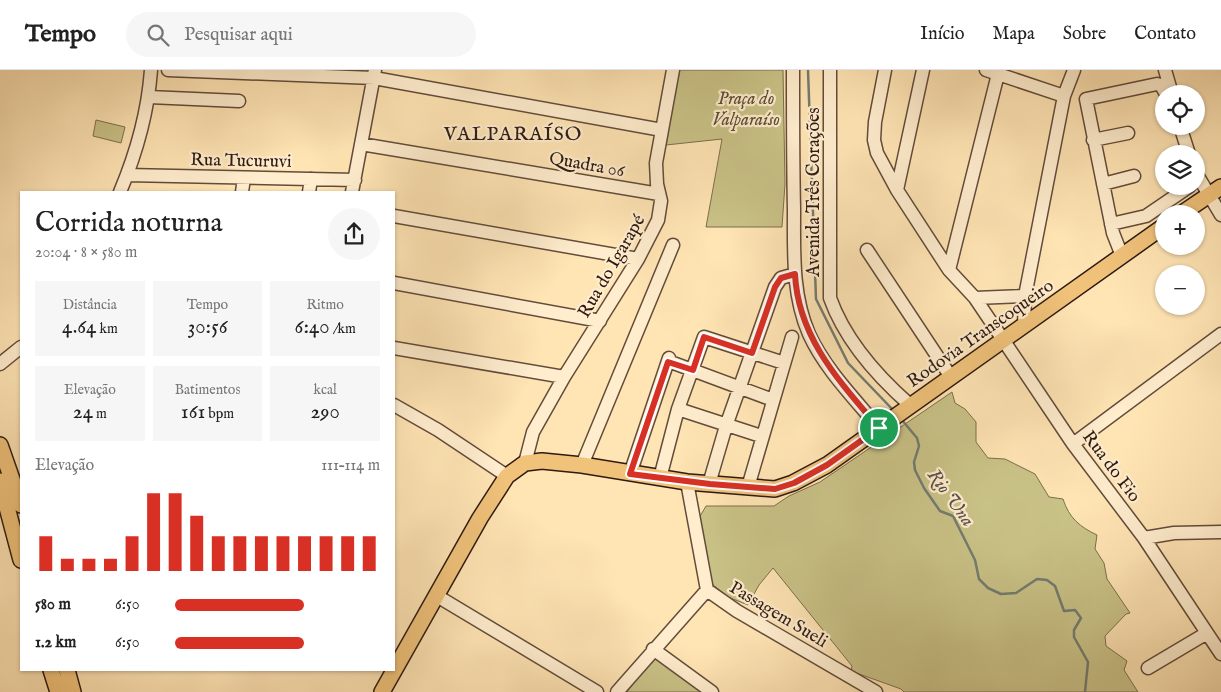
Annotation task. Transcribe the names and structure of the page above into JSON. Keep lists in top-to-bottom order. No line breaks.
{"streets":{"main road":["Rodovia Transcoqueiro"],"street":["Rua Tucuruvi","Quadra 06","Avenida Três Corações","Rua do Igarapé","Rua do Fio","Passagem Sueli"]},"crossings":[["Quadra 06","Rua do Igarapé"],["Avenida Três Corações","Rodovia Transcoqueiro"],["Rua do Igarapé","Rodovia Transcoqueiro"],["Rodovia Transcoqueiro","Rua do Fio"],["Rodovia Transcoqueiro","Passagem Sueli"]],"districts":["VALPARAÍSO"],"water":["Rio Una"],"parks":["Praça do Valparaíso"],"page":{"header":"Tempo","search":"Pesquisar aqui","nav":["Início","Mapa","Sobre","Contato"],"map_buttons":["+","−"],"heading":["Corrida noturna","20:04 · 8 × 580 m"],"stats":[["Distância","4.64 km"],["Tempo","30:56"],["Ritmo","6:40 /km"],["Elevação","24 m"],["Batimentos","161 bpm"],["kcal","290"]],"chart":["Elevação","111–114 m"],"list":[{"name":"580 m","note":"6:50"},{"name":"1.2 km","note":"6:50"}]}}
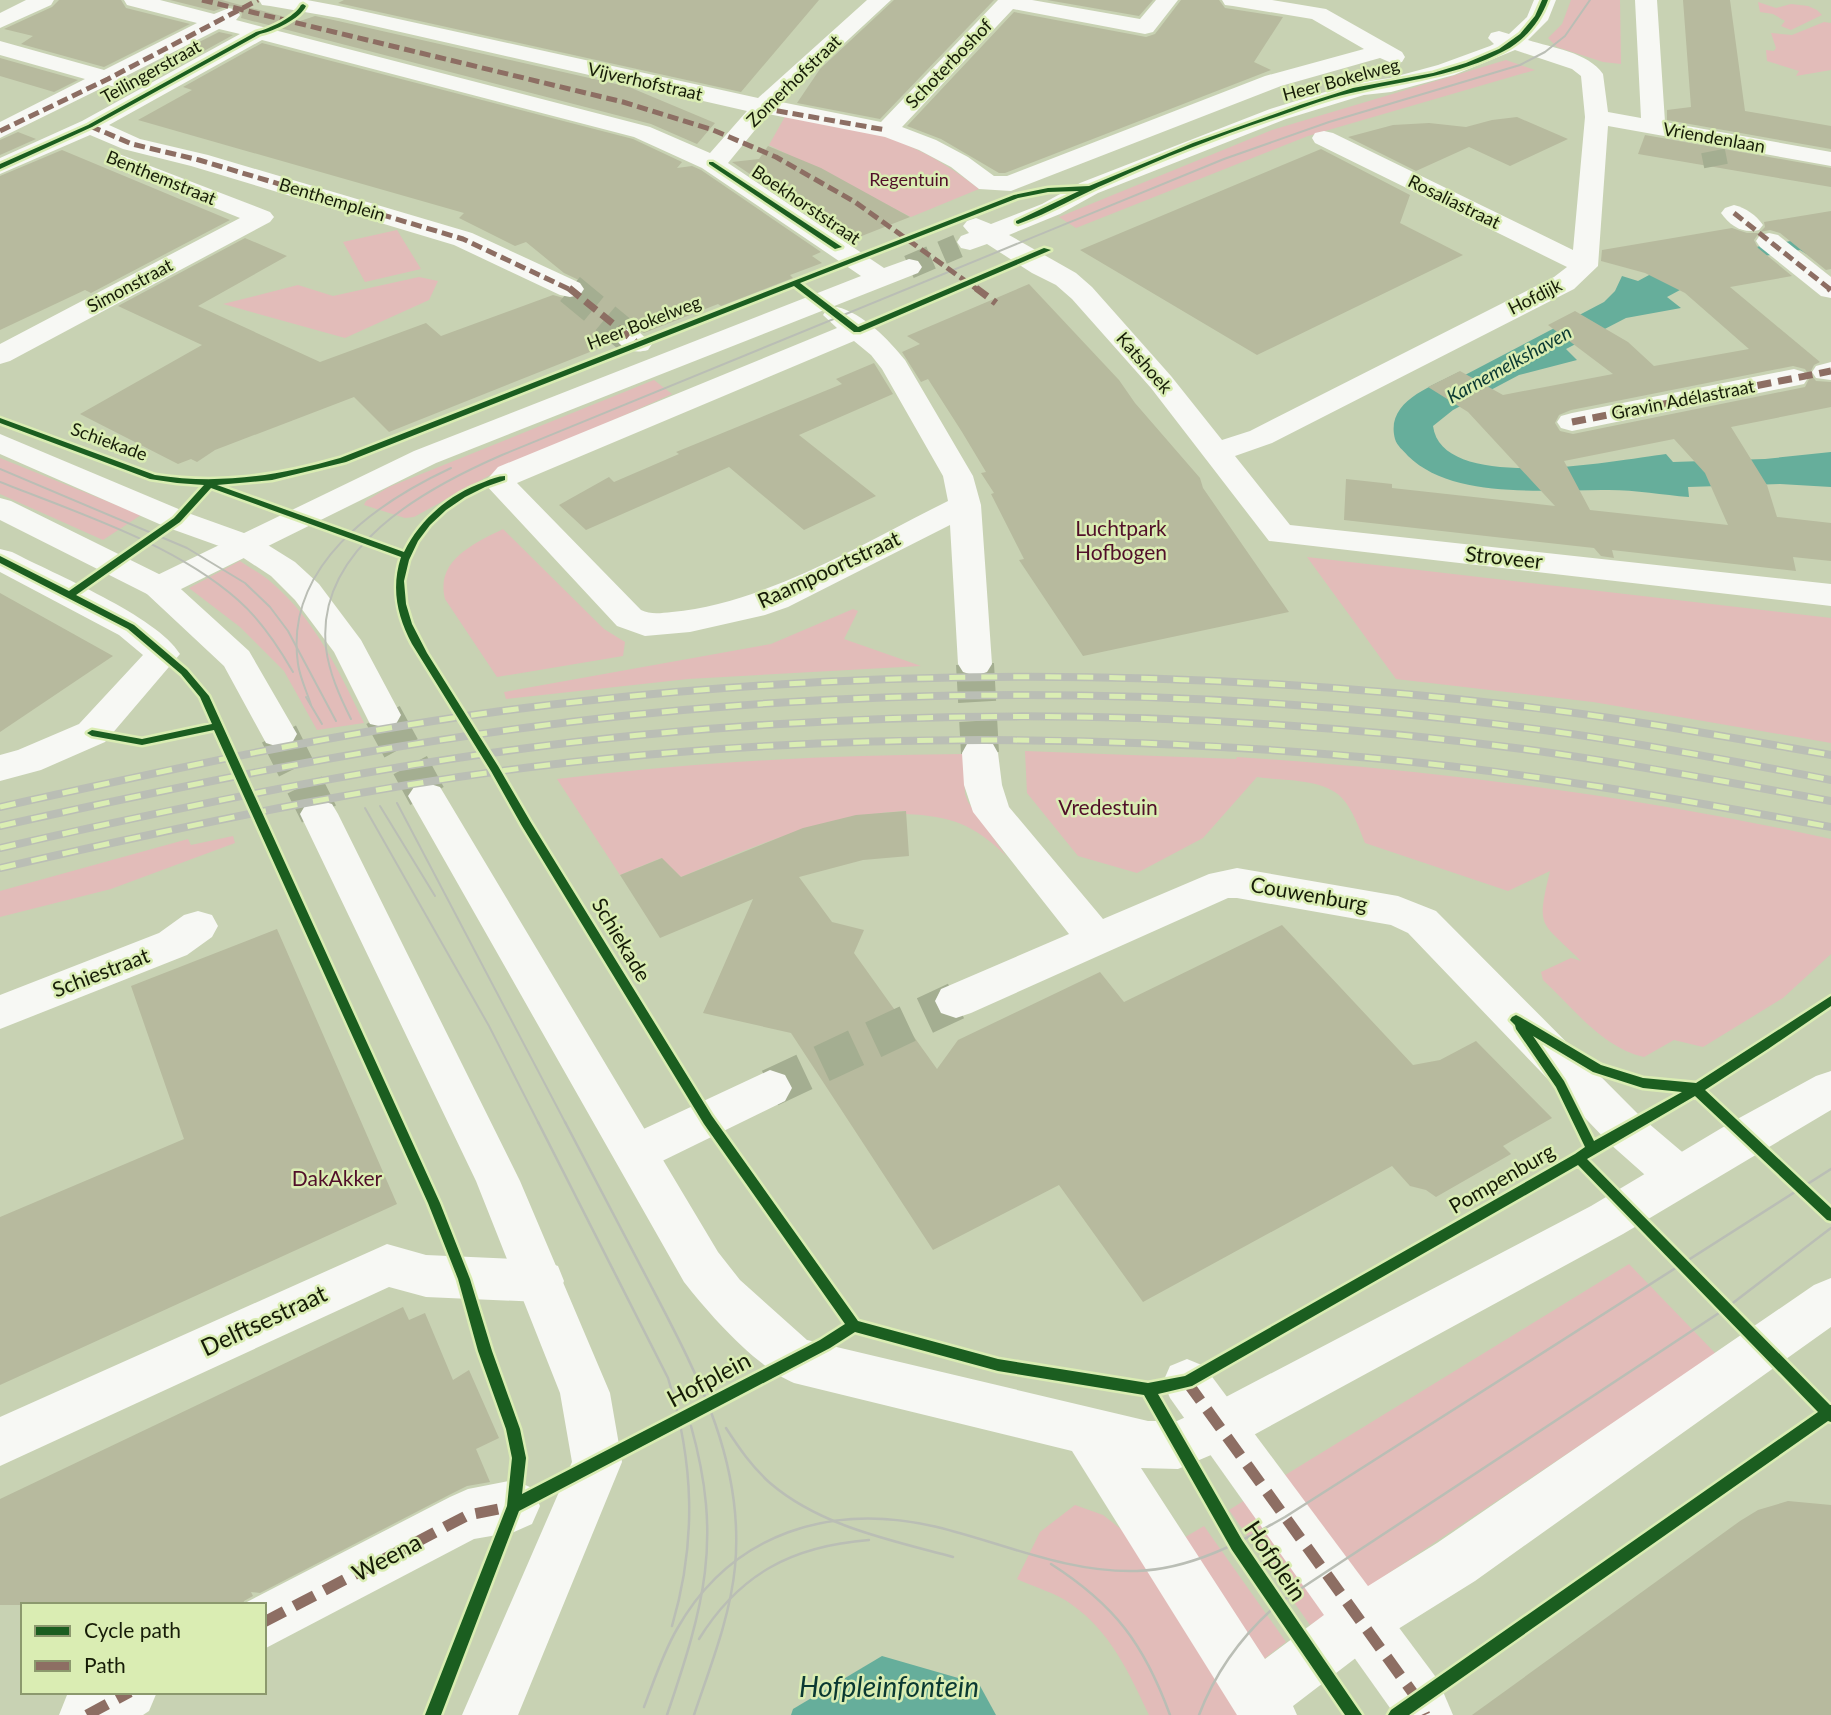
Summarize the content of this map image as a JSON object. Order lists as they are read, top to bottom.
{
  "streets": {
    "street": [
      "Schoterboshof",
      "Teilingerstraat",
      "Heer Bokelweg",
      "Zomerhofstraat",
      "Vijverhofstraat",
      "Vriendenlaan",
      "Benthemstraat",
      "Benthemplein",
      "Rosaliastraat",
      "Boekhorststraat",
      "Simonstraat",
      "Hofdijk",
      "Katshoek",
      "Gravin Adélastraat",
      "Schiekade",
      "Stroveer",
      "Raampoortstraat",
      "Couwenburg",
      "Schiestraat",
      "Delftsestraat",
      "Hofplein",
      "Weena"
    ],
    "cycle path": ["Pompenburg"]
  },
  "crossings": [
    ["Schoterboshof", "Vijverhofstraat"],
    ["Teilingerstraat", "Benthemstraat"],
    ["Teilingerstraat", "Benthemplein"],
    ["Teilingerstraat", "Boekhorststraat"],
    ["Heer Bokelweg", "Vijverhofstraat"],
    ["Heer Bokelweg", "Hofdijk"],
    ["Heer Bokelweg", "Katshoek"],
    ["Zomerhofstraat", "Vijverhofstraat"],
    ["Zomerhofstraat", "Boekhorststraat"],
    ["Vriendenlaan", "Hofdijk"],
    ["Benthemstraat", "Simonstraat"],
    ["Rosaliastraat", "Hofdijk"],
    ["Hofdijk", "Katshoek"],
    ["Hofdijk", "Stroveer"],
    ["Katshoek", "Stroveer"]
  ],
  "water": ["Karnemelkshaven", "Hofpleinfontein"],
  "parks": [
    "Regentuin",
    "Luchtpark Hofbogen",
    "Vredestuin",
    "DakAkker"
  ],
  "legend": ["Cycle path", "Path"]
}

→ **TASK OBJECTIVE**
Wherever the string "Heer" shows up in the material, copy the line that holds it.

→ **EXERCISE RESULT**
      "Heer Bokelweg",
    ["Heer Bokelweg", "Vijverhofstraat"],
    ["Heer Bokelweg", "Hofdijk"],
    ["Heer Bokelweg", "Katshoek"],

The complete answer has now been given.